Le thé obtient moins de succès car son commerce est contrôlé par les Anglais ; il est lourdement taxé et les Français rechignent à verser tribut à leur ennemi de la route maritime des Indes ! Il faut attendre la seconde moitié du XVIIe siècle pour que les élites aristocratiques adoptent les codes vestimentaires, décoratifs et gustatifs d’outre-Manche et que la consommation de thé se répande.
L’exposition s’articule autour de trois axes : « vertus et dangers des boissons exotiques », « cercles de consommation », et « nouveaux services ». Elle offre un nouveau regard sur ces boissons appréciées autant que décriées comme l’écrivait la Marquise de Sévigné à sa fille (devenue Mme de Grignan) : « Je peux vous dire, ma chère enfant, que le chocolat n’est plus avec moi comme il l’était. La mode m’a entraînée comme elle le fait toujours. Tous ceux qui m’en disaient du bien m’en disent du mal. On le maudit, on l’accuse de tous les maux que l’on a. Il est la source des vapeurs et des palpitations, il vous flatte pour un temps puis il vous allume tout d’un coup d’une fièvre continue qui vous conduit à la mort » (Lettre du 15 avril 1671).

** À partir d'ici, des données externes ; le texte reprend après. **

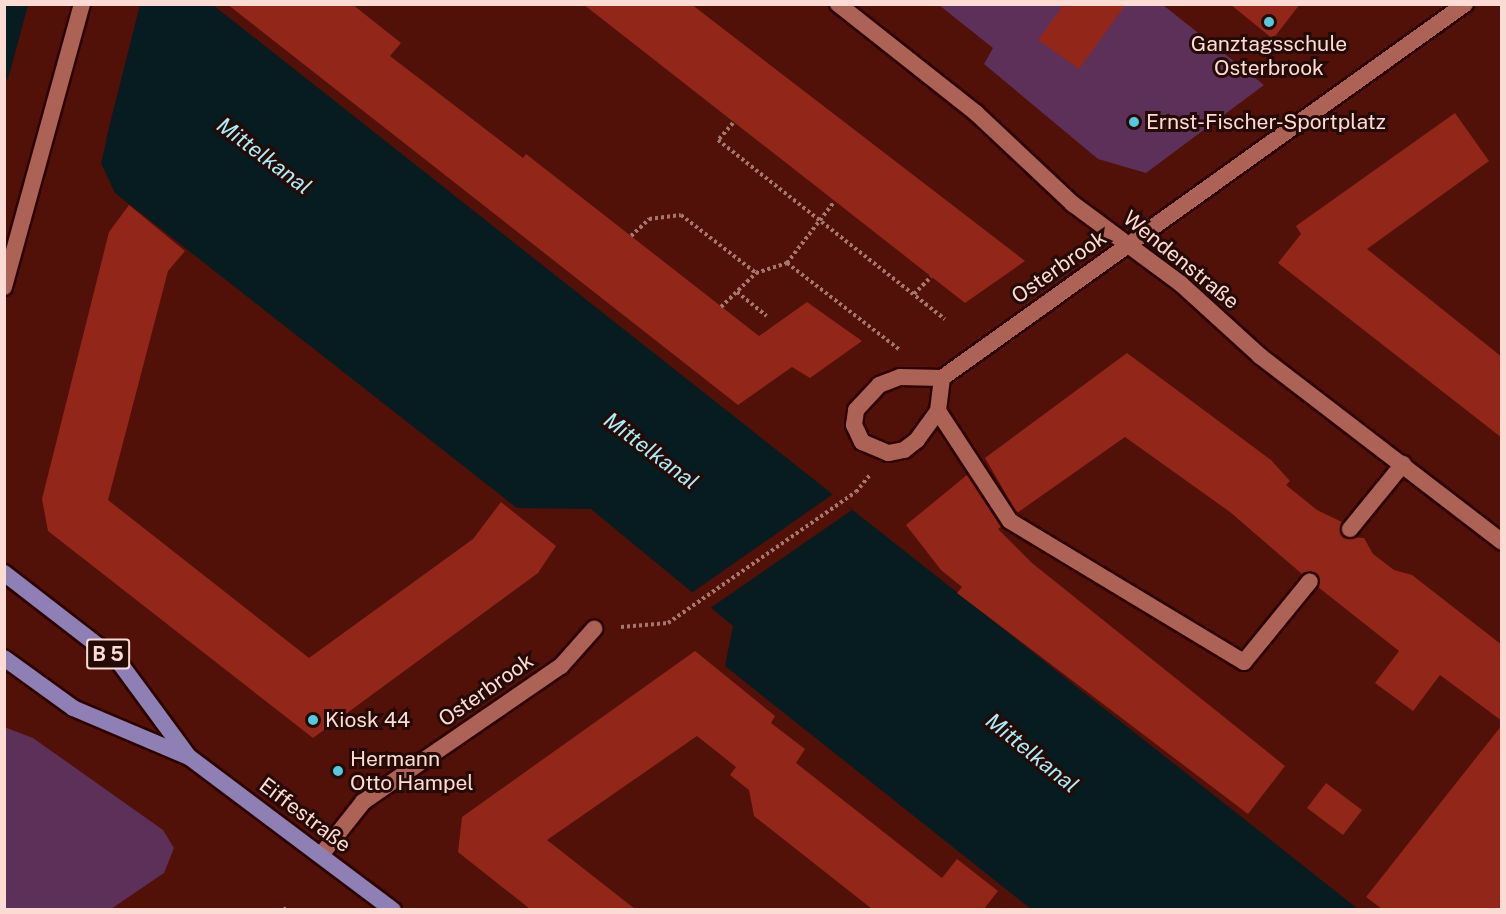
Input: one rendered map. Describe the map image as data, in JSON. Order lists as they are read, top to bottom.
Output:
{
  "streets": {
    "main road": ["B 5", "Eiffestraße"],
    "street": ["Wendenstraße", "Osterbrook"]
  },
  "crossings": [
    ["Wendenstraße", "Osterbrook"],
    ["Osterbrook", "Eiffestraße"]
  ],
  "water": ["Mittelkanal"],
  "places": [
    "Ganztagsschule Osterbrook",
    "Ernst-Fischer-Sportplatz",
    "Kiosk 44",
    "Hermann Otto Hampel"
  ]
}
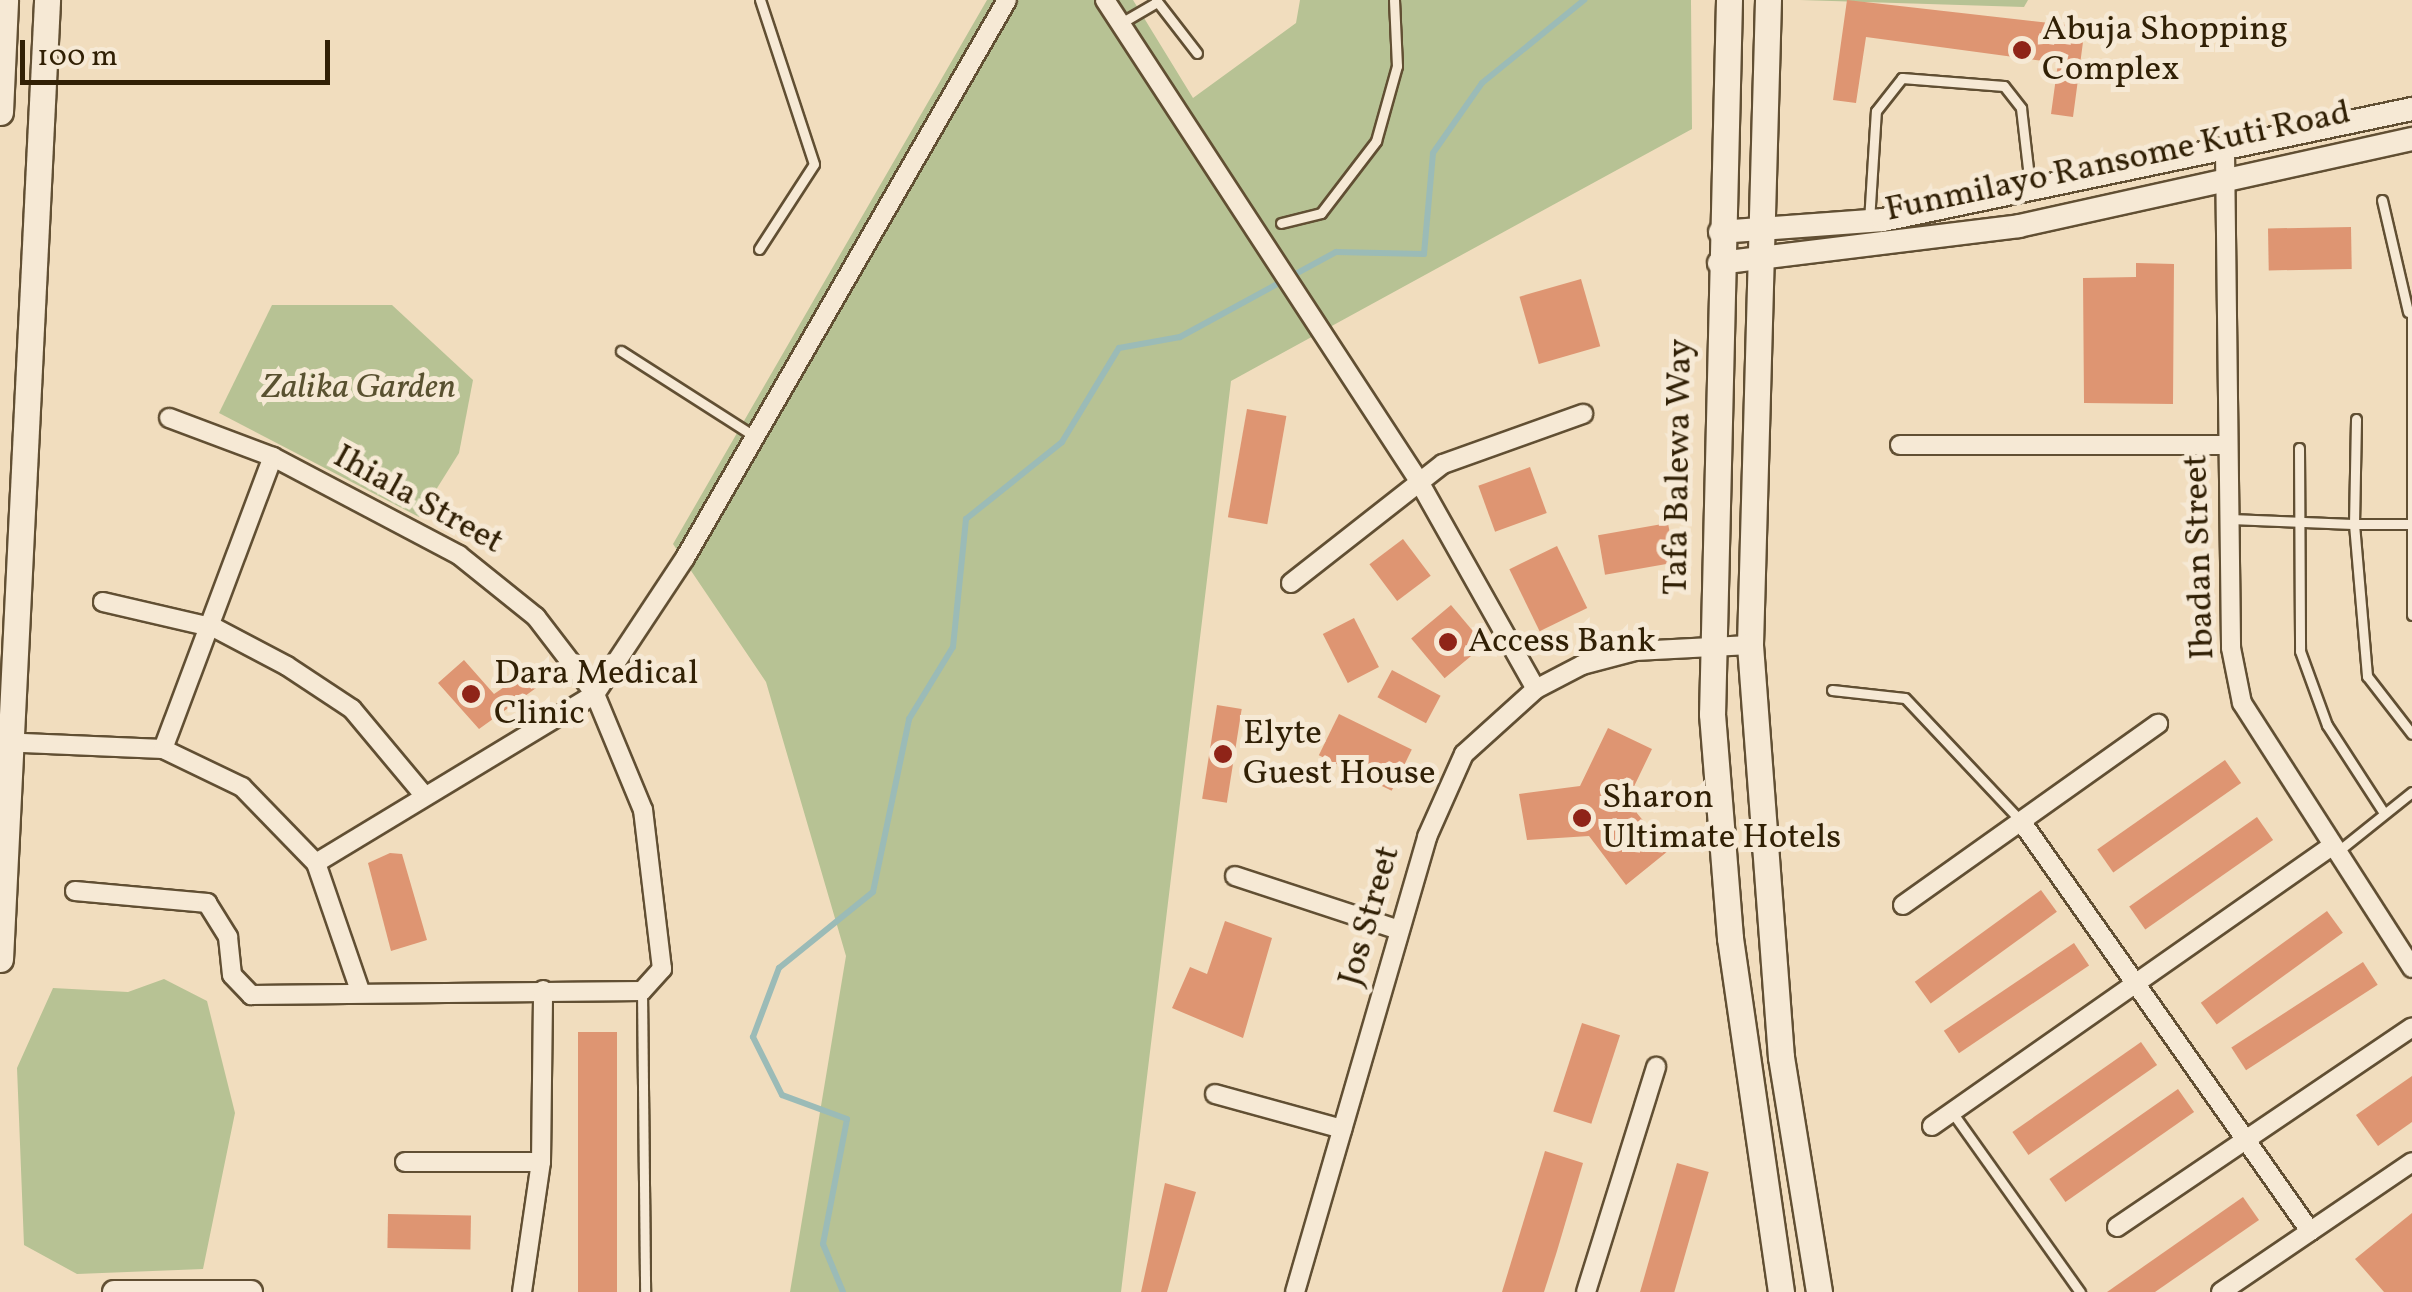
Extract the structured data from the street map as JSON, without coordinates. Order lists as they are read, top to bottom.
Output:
{
  "streets": {
    "main road": ["Tafa Balewa Way"],
    "street": [
      "Funmilayo Ransome Kuti Road",
      "Ihiala Street",
      "Ibadan Street",
      "Jos Street"
    ]
  },
  "crossings": [
    ["Funmilayo Ransome Kuti Road", "Tafa Balewa Way"],
    ["Funmilayo Ransome Kuti Road", "Ibadan Street"],
    ["Tafa Balewa Way", "Jos Street"]
  ],
  "parks": ["Zalika Garden"],
  "places": [
    "Abuja Shopping Complex",
    "Access Bank",
    "Dara Medical Clinic",
    "Elyte Guest House",
    "Sharon Ultimate Hotels"
  ],
  "scale_bar": "100 m"
}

Une petite exposition familiale, qui s’accompagne d’un dispositif olfactif contemporain composé de trois colonnes à hauteur différente (pour que chacun, enfant et adulte, puisse y coller son nez !) recréant de manière naturelle à 70% les odeurs d’un chocolat épicé comme au XVIIIe siècle (cannelle, piment, clou de girofle, vanille), d’un cappuccino et d’un expresso. A noter aussi : l’application disponible gratuitement qui complète l’exposition et propose aux gourmets des recettes d’antan à reproduire chez soi !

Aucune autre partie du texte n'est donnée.